On the other hand, sometimes Mother Nature can be a real mean mother, violent and seemingly psychotic, out to suddenly kill us by the thousands, or even millions, with little or no warning. She does that via natural disasters, sudden events that wreak extensive havoc and widespread devastation, and often significant loss of life as well as great financial loss.
Such natural disasters might result from severe storms, earthquakes, volcanic eruptions, flooding, landslides, or any other means of great destruction that are not controlled by human beings or caused by human action.
Following are twelve of history’s most remarkable natural disasters that occurred before the 20th century.
Second Millennium Thera Eruption
The Thera Eruption, circa 1642 – 1540 BC in what is today the Greek island of Santorini, was one of the most powerful volcanic eruptions in recorded history, four times as powerful as the gigantic Krakatoa explosion of 1883. It sundered the island of Thera, and wiped out the flourishing Minoan settlement of nearby Arkotiri and surrounding islands, giving rise to the legend of the vanished civilization of Atlantis, which was doomed by a natural catastrophe and swallowed by the sea.
Beyond legend, however, Thera’s eruption was one of history’s most impactful natural disasters, with consequences not only to its own era but with knock-on effects and a chain of causation leading directly to the world in which we live today.

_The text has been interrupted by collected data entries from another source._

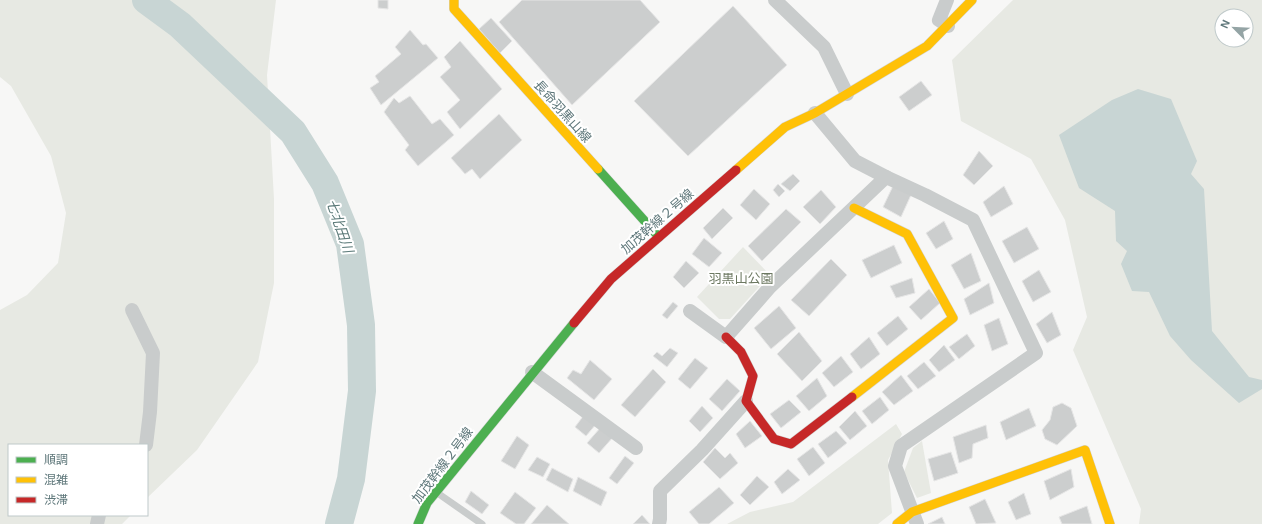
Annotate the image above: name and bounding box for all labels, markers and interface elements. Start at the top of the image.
north arrow [1214,8,1254,48]
text: N [1218,18,1232,30]
street label: 長命羽黒山線 [531,77,594,145]
street label: 加茂幹線２号線 [618,186,697,257]
water label: 七北田川 [323,197,357,257]
park label: 羽黒山公園 [708,271,774,286]
street label: 加茂幹線２号線 [409,424,476,506]
legend [8,444,148,516]
text: 順調 [44,453,68,467]
text: 混雑 [44,473,68,487]
text: 渋滞 [44,493,68,507]

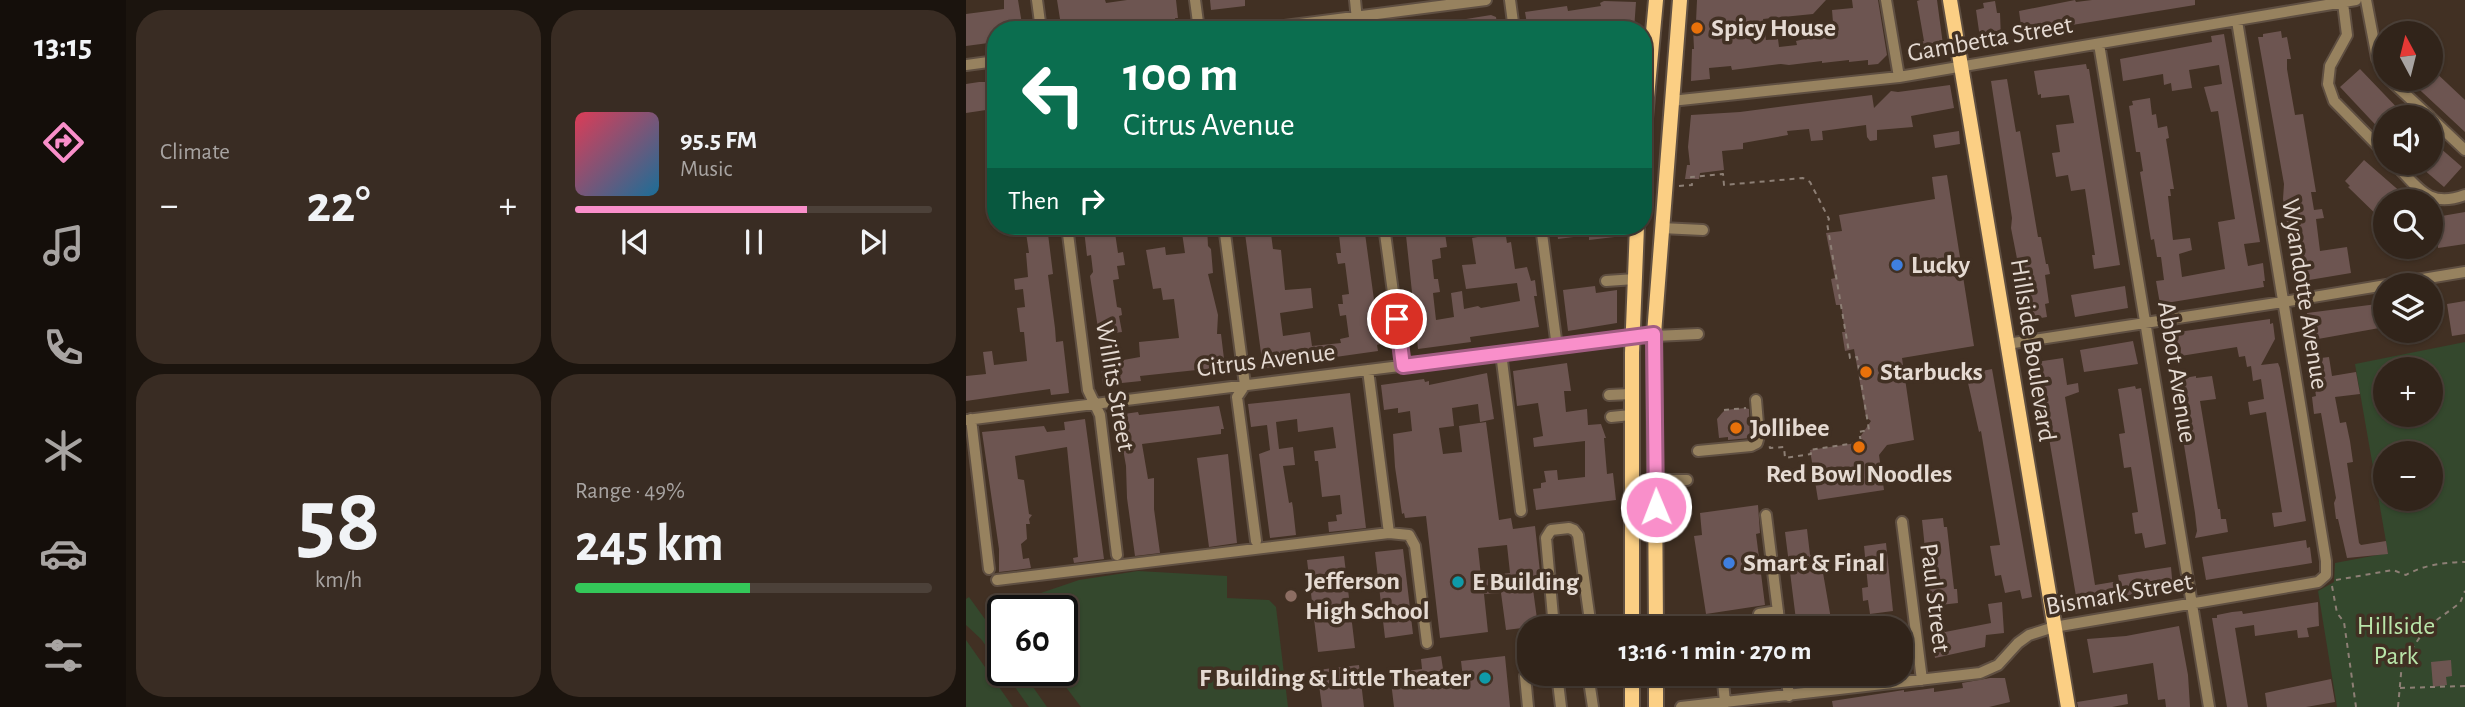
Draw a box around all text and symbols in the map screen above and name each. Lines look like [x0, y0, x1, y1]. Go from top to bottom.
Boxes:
street label: Gambetta Street [1905, 12, 2075, 66]
place label: Spicy House [1711, 15, 1836, 41]
marker: Spicy House [1689, 20, 1705, 36]
north arrow [2373, 21, 2443, 91]
map controls [2373, 21, 2443, 511]
text: 13:15 [34, 30, 92, 62]
icon: left [1008, 49, 1099, 140]
text: 100 m [1123, 51, 1239, 100]
button: sound [2373, 105, 2443, 175]
text: Citrus Avenue [1123, 109, 1295, 141]
icon: directions [39, 118, 88, 167]
text: 95.5 FM [680, 127, 757, 153]
text: Climate [160, 141, 230, 164]
text: Music [680, 158, 732, 181]
text: 22° [306, 179, 371, 231]
icon: right [1073, 182, 1111, 220]
text: − [160, 187, 178, 225]
text: + [499, 187, 517, 225]
text: Then [1008, 188, 1059, 214]
button: search [2373, 189, 2443, 259]
street label: Wyandotte Avenue [2277, 197, 2333, 391]
icon: music [39, 221, 88, 270]
icon: previous [616, 223, 654, 261]
icon: pause [735, 223, 773, 261]
icon: next [854, 223, 892, 261]
place label: Lucky [1911, 252, 1971, 278]
marker: Lucky [1889, 257, 1905, 273]
street label: Hillside Boulevard [2006, 257, 2060, 443]
button: layers [2373, 273, 2443, 343]
pin [1367, 289, 1427, 349]
street label: Abbot Avenue [2153, 299, 2201, 445]
icon: arrive [1378, 300, 1416, 338]
street label: Willits Street [1091, 319, 1139, 453]
icon: phone [39, 323, 88, 372]
street label: Citrus Avenue [1195, 339, 1337, 381]
button: + [2373, 357, 2443, 427]
place label: Starbucks [1880, 359, 1983, 385]
marker: Starbucks [1858, 364, 1874, 380]
place label: Jollibee [1750, 415, 1830, 441]
marker: Jollibee [1728, 420, 1744, 436]
icon: climate [39, 426, 88, 475]
marker: Red Bowl Noodles [1851, 439, 1867, 455]
button: − [2373, 441, 2443, 511]
place label: Red Bowl Noodles [1766, 461, 1952, 487]
position arrow [1619, 470, 1693, 544]
text: 58 [296, 476, 381, 567]
text: Range · 49% [575, 480, 685, 503]
text: 245 km [575, 518, 724, 570]
icon: car [39, 529, 88, 578]
street label: Paul Street [1915, 542, 1955, 654]
place label: Smart & Final [1743, 550, 1885, 576]
marker: Smart & Final [1721, 555, 1737, 571]
place label: Jefferson High School [1305, 568, 1430, 624]
street label: Bismark Street [2044, 568, 2194, 620]
text: km/h [315, 569, 362, 592]
place label: E Building [1472, 569, 1580, 595]
marker: E Building [1450, 574, 1466, 590]
marker: Jefferson High School [1283, 588, 1299, 604]
speed limit sign: 60 [987, 595, 1078, 686]
park label: Hillside Park [2357, 613, 2435, 669]
icon: filters [39, 631, 88, 680]
text: 13:16 · 1 min · 270 m [1619, 638, 1811, 664]
place label: F Building & Little Theater [1199, 665, 1471, 691]
marker: F Building & Little Theater [1477, 670, 1493, 686]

In addition to the immediate devastation of Thera and surrounding islands, the eruption produced powerful tsunamis that devastated Crete, contributing to the decline of its Minoan civilization and paving the way for its extinction. The Minoans were the Mediterranean’s greatest naval power, as well as the dominant power of the Aegean, including what became Greece and the Greek world.
A trading power, the Minoans were oriented towards Egypt and the Eastern Mediterranean and were strongly influenced by those civilizations. While the Minoans flourished, the Aegean world in their thrall was by necessity oriented in the same direction, and strongly influenced by the Egyptian and eastern civilizations as well.
The Thera eruption weakened Crete and the Minoans sufficiently to create a power vacuum in the Aegean, which was filled by the emerging Mycenaeans in mainland Greece. They went on to conquer Crete and destroy the Minoans and became the dominant power of the Aegean. However, unlike the Minoans, the Mycenaeans’ energies were focused not on trade with Egypt and the Levant, but on the Aegean, the western coast of Asia Minor, the Black Sea coast, and would set the stage for future Greek colonization efforts in those regions, as well as the western Mediterranean.
That change of orientation significantly reduced Egyptian and eastern influences upon the Greeks, and when the Greek world flourished centuries later, long after the Mycenaeans had themselves disappeared, it would do so as a civilization and culture distinct from those of Egypt and the eastern Mediterranean, rather than as extension and outpost of those civilizations.
And since western civilization is founded upon that of the ancient Greeks, an argument could be made that today’s western civilization and its impact on the modern world would not exist but for the Thera eruption of the mid 2nd millennium BC.